The Chicago Botanic Garden and Bath Complex is a “bridge” that leads us from the center of the city Chicago straight into the misty Michigan Lake. It is a transition from the busy, physically functional city that frames our everyday acquainted experiences, where exploring is not contingent upon understanding, to a series of displays of different conditioned baths, vegetation, and spaces, where creates multitude of experiences that activate all human senses without distraction and disruption. People are encouraged to learn, feel and think while traveling through this journey of senses and interacting with the surroundings.
In the Chicago Botanic Garden and Bath Complex, people are able to see the passing time through the changes of light and shadow, vegetation growth and the material age. The sounds of the traffic on Lake Shore Drive slowly replaced by the sounds of water waves and wind blowing through the trees as one goes further into the lake. The different indoor, semi-outdoor and outdoor conditions along with the themed baths create a peculiar experience of temperature and moisture change through out the complex. A variety of activities are abled in the complex besides bathing, such as vegetation studies, lake ecology studies, sketching etc.

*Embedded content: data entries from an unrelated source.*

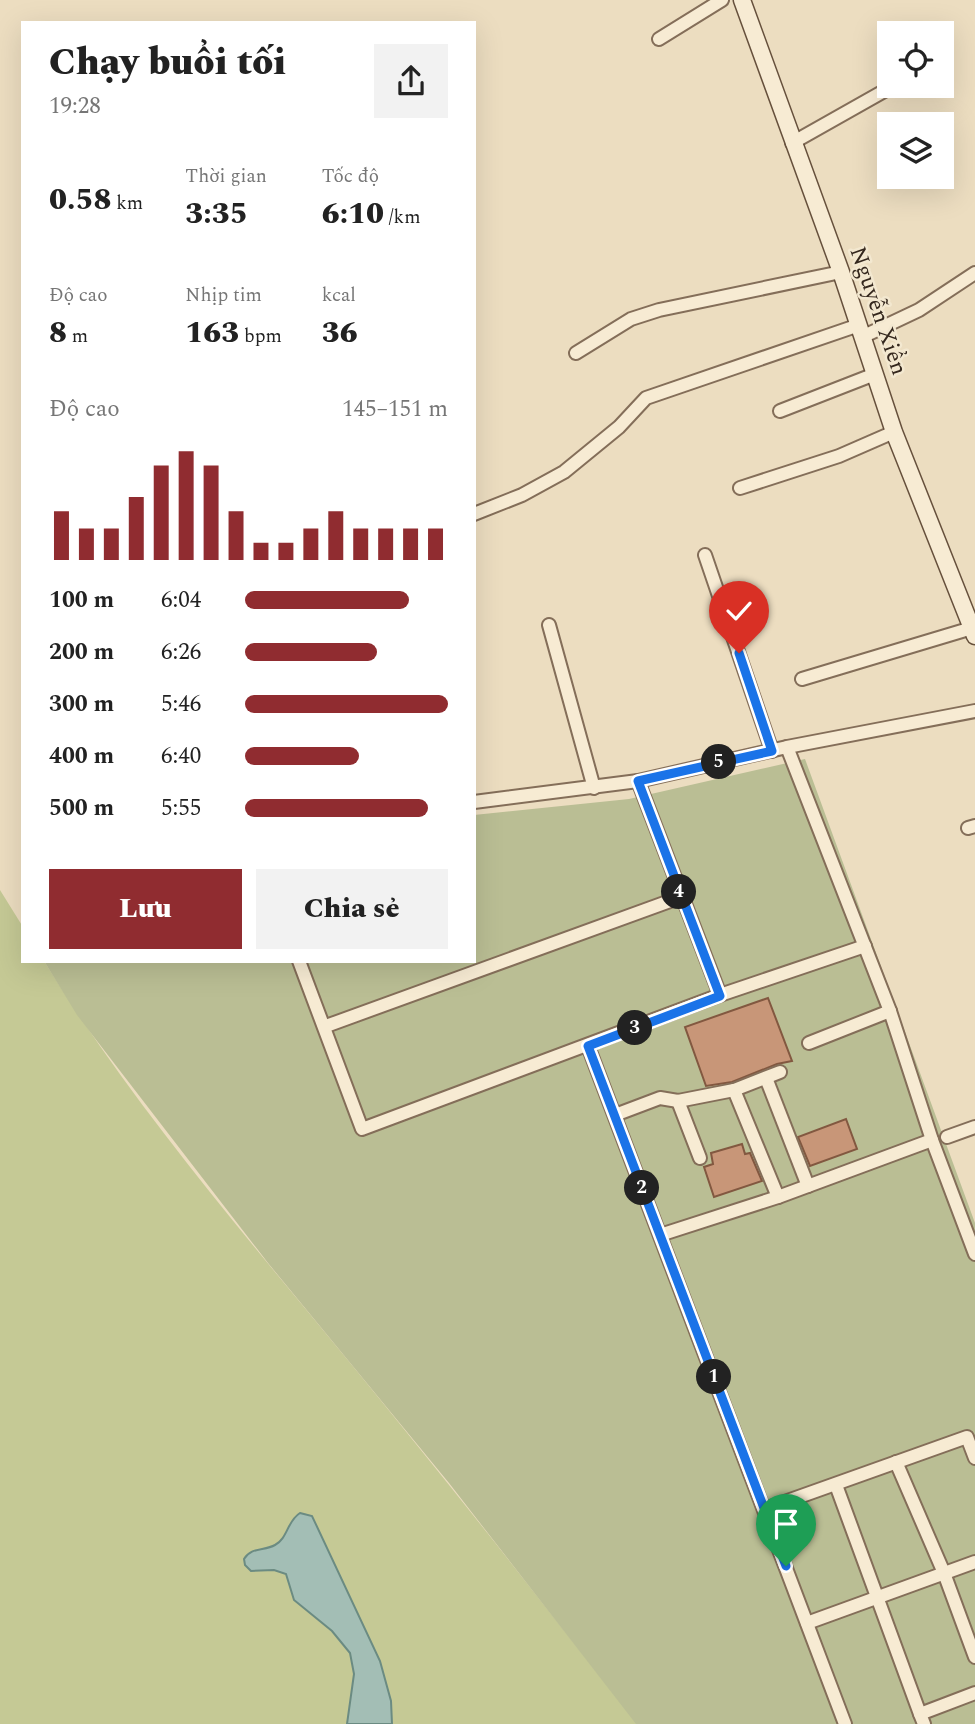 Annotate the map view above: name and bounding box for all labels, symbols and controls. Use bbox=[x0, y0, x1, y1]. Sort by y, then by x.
map controls bbox=[877, 21, 954, 189]
button: locate bbox=[877, 21, 954, 98]
text: Chạy buổi tối bbox=[49, 34, 286, 92]
button: share bbox=[374, 44, 448, 118]
text: 19:28 bbox=[49, 89, 101, 124]
button: layers bbox=[877, 112, 954, 189]
text: Thời gian bbox=[185, 162, 267, 191]
text: Tốc độ bbox=[322, 162, 379, 191]
text: 0.58 bbox=[49, 177, 111, 223]
text: km bbox=[111, 189, 143, 218]
text: 3:35 bbox=[185, 191, 248, 237]
text: 6:10 bbox=[322, 191, 384, 237]
text: /km bbox=[384, 203, 421, 232]
street label: Nguyễn Xiển bbox=[840, 242, 916, 380]
text: Độ cao bbox=[49, 281, 107, 310]
text: Nhịp tim bbox=[185, 281, 262, 310]
text: kcal bbox=[322, 281, 356, 310]
text: 8 bbox=[49, 310, 67, 356]
text: 163 bbox=[185, 310, 239, 356]
text: 36 bbox=[322, 310, 358, 356]
text: m bbox=[67, 322, 88, 351]
text: bpm bbox=[239, 322, 282, 351]
text: Độ cao bbox=[49, 392, 120, 427]
text: 145–151 m bbox=[342, 392, 448, 427]
pin bbox=[709, 581, 769, 653]
text: 100 m bbox=[49, 583, 114, 618]
text: 6:04 bbox=[161, 583, 201, 618]
icon: check bbox=[720, 592, 758, 630]
text: 200 m bbox=[49, 635, 114, 670]
text: 6:26 bbox=[161, 635, 201, 670]
text: 300 m bbox=[49, 687, 114, 722]
text: 5:46 bbox=[161, 687, 201, 722]
text: 400 m bbox=[49, 739, 114, 774]
text: 6:40 bbox=[161, 739, 201, 774]
pin: 5 bbox=[702, 744, 736, 780]
text: 5 bbox=[713, 747, 724, 776]
text: 500 m bbox=[49, 791, 114, 826]
text: 5:55 bbox=[161, 791, 201, 826]
button: Lưu bbox=[49, 869, 242, 949]
button: Chia sẻ bbox=[256, 869, 448, 949]
pin: 4 bbox=[662, 874, 696, 910]
text: 4 bbox=[673, 877, 684, 906]
pin: 3 bbox=[618, 1010, 652, 1046]
text: 3 bbox=[629, 1013, 640, 1042]
pin: 2 bbox=[624, 1170, 660, 1206]
text: 2 bbox=[636, 1173, 647, 1202]
pin: 1 bbox=[696, 1360, 732, 1394]
text: 1 bbox=[708, 1362, 719, 1391]
pin bbox=[756, 1494, 816, 1566]
icon: arrive bbox=[767, 1505, 805, 1543]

When viewing from above, the complex appears to look like an extension of the Millennium Park. The bathing area that is covered by the garden above goes up and down, echoes the skyline of Chicago. A monumental esthetic is depicted by the regular geometrical elements and the amount of stairs that are used in the space. The densely used stairs are also decretive and had became to a language of its own. The idea of sustainability was considered in the design in order to support the complex. Bath water that is used in the building is heated by the geothermal energy. The semi-outdoor spaces with the glass roofs that open allow natural ventilation and invite rain water into the space for garden irrigation. The “hanging garden” above the bath is also bees and butterflies friendly.